#### Information given
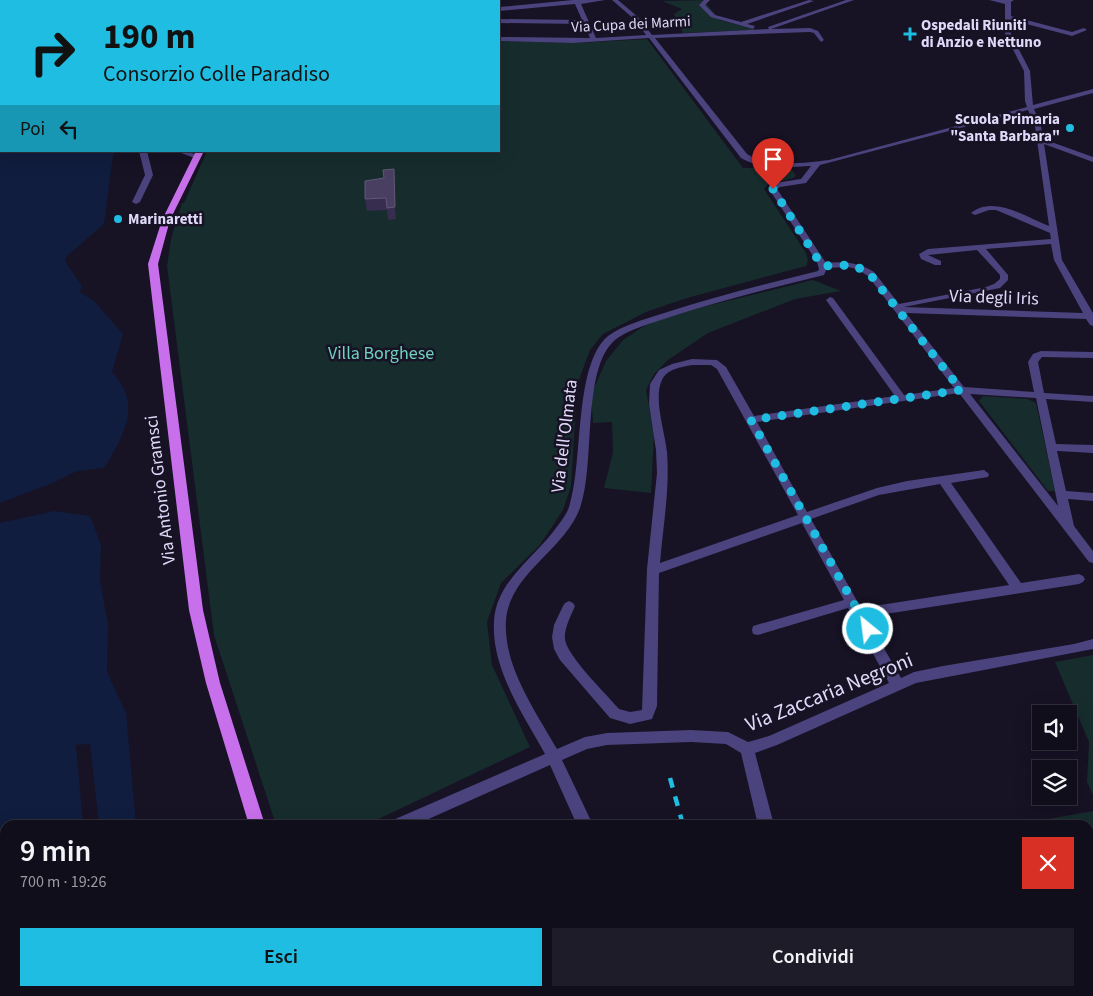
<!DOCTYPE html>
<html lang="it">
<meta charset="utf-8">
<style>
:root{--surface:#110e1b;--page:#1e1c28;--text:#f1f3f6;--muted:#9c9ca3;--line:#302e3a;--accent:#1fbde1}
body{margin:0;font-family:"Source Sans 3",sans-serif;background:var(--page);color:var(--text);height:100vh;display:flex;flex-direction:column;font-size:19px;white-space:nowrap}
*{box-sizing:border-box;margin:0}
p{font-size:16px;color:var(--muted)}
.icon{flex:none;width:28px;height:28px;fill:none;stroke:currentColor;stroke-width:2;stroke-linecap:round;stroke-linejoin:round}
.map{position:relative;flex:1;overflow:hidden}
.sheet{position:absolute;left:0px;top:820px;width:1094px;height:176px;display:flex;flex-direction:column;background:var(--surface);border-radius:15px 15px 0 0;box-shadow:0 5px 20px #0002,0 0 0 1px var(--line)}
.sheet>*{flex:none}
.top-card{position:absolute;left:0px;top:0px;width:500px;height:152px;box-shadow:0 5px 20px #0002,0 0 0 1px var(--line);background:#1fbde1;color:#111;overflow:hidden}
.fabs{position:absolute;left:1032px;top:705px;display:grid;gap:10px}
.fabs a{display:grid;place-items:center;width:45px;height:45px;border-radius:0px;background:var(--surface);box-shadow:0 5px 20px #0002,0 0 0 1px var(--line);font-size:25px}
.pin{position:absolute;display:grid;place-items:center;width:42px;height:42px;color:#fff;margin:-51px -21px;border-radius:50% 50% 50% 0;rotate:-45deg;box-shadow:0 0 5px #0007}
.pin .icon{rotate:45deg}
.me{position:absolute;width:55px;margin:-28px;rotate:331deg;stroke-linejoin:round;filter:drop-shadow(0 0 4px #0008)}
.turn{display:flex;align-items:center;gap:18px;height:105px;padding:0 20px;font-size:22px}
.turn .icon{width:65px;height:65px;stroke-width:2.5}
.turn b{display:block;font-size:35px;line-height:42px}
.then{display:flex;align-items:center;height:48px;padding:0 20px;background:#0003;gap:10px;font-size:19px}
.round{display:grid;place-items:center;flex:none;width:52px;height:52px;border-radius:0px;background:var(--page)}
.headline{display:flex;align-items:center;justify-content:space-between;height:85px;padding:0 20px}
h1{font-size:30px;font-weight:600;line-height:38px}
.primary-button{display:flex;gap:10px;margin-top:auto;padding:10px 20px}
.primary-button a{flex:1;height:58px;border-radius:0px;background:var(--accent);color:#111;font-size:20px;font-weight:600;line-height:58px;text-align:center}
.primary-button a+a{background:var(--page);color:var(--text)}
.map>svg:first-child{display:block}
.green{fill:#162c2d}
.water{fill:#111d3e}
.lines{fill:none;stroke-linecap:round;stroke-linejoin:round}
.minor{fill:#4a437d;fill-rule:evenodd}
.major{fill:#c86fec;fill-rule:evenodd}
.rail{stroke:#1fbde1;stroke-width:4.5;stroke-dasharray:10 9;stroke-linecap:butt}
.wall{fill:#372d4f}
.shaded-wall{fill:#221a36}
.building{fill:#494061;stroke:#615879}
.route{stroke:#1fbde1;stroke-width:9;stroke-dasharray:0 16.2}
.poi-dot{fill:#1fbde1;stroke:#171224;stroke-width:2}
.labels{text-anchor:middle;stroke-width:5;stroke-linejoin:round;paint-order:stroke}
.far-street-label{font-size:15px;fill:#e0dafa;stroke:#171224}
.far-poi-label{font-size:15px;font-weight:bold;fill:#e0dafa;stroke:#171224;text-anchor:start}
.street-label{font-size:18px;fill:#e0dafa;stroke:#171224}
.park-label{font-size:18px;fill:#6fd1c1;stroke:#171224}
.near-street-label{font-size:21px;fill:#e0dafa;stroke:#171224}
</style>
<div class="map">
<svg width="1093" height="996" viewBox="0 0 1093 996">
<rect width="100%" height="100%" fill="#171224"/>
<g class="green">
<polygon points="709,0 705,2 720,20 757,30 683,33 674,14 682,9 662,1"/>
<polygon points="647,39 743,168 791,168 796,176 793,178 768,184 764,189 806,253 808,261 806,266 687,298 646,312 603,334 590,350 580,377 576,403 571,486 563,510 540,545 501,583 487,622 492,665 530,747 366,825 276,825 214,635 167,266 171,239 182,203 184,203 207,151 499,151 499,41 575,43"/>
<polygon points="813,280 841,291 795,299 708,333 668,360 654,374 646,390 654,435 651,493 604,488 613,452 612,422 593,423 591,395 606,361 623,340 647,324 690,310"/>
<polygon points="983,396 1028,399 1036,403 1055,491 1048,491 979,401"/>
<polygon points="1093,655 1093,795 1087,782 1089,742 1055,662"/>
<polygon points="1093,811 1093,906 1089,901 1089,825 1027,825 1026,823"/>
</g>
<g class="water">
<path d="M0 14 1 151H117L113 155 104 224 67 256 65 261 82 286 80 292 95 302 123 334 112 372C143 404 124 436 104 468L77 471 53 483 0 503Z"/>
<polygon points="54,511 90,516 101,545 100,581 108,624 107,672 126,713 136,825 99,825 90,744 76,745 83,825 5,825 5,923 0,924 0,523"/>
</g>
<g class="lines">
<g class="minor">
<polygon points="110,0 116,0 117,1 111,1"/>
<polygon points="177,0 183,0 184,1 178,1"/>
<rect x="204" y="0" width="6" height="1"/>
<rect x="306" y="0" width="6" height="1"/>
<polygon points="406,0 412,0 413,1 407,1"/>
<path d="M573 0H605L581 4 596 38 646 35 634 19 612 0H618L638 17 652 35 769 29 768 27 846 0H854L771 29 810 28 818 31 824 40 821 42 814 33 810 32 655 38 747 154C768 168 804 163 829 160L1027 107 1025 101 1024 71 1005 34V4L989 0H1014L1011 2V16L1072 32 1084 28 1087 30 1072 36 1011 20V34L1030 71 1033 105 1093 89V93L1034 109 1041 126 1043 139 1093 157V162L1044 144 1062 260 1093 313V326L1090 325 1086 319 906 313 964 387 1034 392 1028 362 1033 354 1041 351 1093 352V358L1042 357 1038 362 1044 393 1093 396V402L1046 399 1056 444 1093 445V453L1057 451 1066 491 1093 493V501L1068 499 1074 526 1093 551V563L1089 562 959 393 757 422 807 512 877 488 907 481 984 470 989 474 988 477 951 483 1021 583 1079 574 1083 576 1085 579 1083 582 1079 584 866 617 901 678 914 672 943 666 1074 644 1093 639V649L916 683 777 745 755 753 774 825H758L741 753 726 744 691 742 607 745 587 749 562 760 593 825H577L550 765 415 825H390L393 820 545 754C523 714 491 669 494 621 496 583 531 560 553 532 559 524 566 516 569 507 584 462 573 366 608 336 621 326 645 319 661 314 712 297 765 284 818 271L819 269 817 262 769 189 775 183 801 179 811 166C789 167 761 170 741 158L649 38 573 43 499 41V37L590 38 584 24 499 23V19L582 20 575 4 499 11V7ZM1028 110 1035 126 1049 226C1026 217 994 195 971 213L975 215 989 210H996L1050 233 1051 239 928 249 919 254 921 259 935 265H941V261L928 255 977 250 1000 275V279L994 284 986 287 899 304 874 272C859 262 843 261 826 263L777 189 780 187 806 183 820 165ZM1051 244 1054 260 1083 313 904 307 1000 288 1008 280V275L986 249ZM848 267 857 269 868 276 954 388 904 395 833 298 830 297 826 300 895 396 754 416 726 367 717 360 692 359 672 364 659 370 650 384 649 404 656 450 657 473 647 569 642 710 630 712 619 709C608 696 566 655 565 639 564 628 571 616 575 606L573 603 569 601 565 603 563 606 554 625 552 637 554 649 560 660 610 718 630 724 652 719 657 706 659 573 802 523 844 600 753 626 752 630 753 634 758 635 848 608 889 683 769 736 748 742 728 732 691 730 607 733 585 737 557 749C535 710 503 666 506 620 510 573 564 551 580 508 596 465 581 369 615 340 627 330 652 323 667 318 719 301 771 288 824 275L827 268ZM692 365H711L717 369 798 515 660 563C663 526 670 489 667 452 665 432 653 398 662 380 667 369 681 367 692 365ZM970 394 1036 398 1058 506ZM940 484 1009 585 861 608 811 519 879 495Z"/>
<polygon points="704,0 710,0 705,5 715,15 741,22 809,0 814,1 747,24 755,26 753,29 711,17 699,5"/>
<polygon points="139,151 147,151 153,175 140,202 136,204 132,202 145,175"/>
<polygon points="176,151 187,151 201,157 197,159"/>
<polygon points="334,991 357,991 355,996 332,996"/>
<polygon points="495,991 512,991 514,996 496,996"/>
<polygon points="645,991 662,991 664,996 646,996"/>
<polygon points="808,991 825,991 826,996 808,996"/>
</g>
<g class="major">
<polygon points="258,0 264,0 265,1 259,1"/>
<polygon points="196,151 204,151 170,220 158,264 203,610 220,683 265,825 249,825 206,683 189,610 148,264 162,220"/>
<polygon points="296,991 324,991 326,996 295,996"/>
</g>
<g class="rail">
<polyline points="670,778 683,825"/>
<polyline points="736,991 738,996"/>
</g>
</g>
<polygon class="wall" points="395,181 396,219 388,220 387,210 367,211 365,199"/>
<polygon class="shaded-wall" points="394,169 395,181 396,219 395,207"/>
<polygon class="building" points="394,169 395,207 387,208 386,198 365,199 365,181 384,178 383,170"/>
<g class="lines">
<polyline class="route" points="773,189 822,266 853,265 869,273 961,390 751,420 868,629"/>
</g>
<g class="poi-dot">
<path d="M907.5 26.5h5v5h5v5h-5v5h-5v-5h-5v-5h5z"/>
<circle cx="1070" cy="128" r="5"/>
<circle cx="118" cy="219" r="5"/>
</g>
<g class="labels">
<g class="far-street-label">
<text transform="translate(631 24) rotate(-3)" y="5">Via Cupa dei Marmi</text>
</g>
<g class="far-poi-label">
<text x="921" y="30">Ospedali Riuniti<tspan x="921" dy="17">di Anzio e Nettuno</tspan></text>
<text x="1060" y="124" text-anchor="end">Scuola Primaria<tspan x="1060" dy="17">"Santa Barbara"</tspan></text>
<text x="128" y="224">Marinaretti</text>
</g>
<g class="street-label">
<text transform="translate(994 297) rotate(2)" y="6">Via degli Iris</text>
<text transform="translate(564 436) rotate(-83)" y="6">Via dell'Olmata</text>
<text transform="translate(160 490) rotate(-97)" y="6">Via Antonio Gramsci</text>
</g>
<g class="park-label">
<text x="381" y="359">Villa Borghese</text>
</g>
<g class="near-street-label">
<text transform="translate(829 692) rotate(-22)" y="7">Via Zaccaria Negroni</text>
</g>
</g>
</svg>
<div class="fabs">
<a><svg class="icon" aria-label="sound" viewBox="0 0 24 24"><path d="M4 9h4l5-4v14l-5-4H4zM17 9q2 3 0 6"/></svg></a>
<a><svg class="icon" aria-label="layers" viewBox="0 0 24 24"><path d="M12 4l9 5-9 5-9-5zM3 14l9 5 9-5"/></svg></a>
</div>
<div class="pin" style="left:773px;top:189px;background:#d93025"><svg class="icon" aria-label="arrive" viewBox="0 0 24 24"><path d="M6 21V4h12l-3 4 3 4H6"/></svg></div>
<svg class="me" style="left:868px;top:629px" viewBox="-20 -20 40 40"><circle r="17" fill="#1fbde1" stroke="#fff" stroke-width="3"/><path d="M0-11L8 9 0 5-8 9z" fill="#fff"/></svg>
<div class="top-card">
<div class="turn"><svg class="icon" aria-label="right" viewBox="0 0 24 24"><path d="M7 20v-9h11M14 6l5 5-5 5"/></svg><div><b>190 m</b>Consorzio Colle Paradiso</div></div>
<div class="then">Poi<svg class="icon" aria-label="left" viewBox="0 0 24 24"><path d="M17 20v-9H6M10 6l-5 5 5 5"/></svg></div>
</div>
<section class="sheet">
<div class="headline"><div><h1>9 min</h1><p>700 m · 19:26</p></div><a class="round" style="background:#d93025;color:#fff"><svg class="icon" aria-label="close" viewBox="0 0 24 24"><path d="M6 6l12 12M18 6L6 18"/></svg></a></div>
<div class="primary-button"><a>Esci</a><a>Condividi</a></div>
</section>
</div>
########
[Required action]: For every line above that has "linejoin" in it, copy the line.

[Response to this task]:
.icon{flex:none;width:28px;height:28px;fill:none;stroke:currentColor;stroke-width:2;stroke-linecap:round;stroke-linejoin:round}
.me{position:absolute;width:55px;margin:-28px;rotate:331deg;stroke-linejoin:round;filter:drop-shadow(0 0 4px #0008)}
.lines{fill:none;stroke-linecap:round;stroke-linejoin:round}
.labels{text-anchor:middle;stroke-width:5;stroke-linejoin:round;paint-order:stroke}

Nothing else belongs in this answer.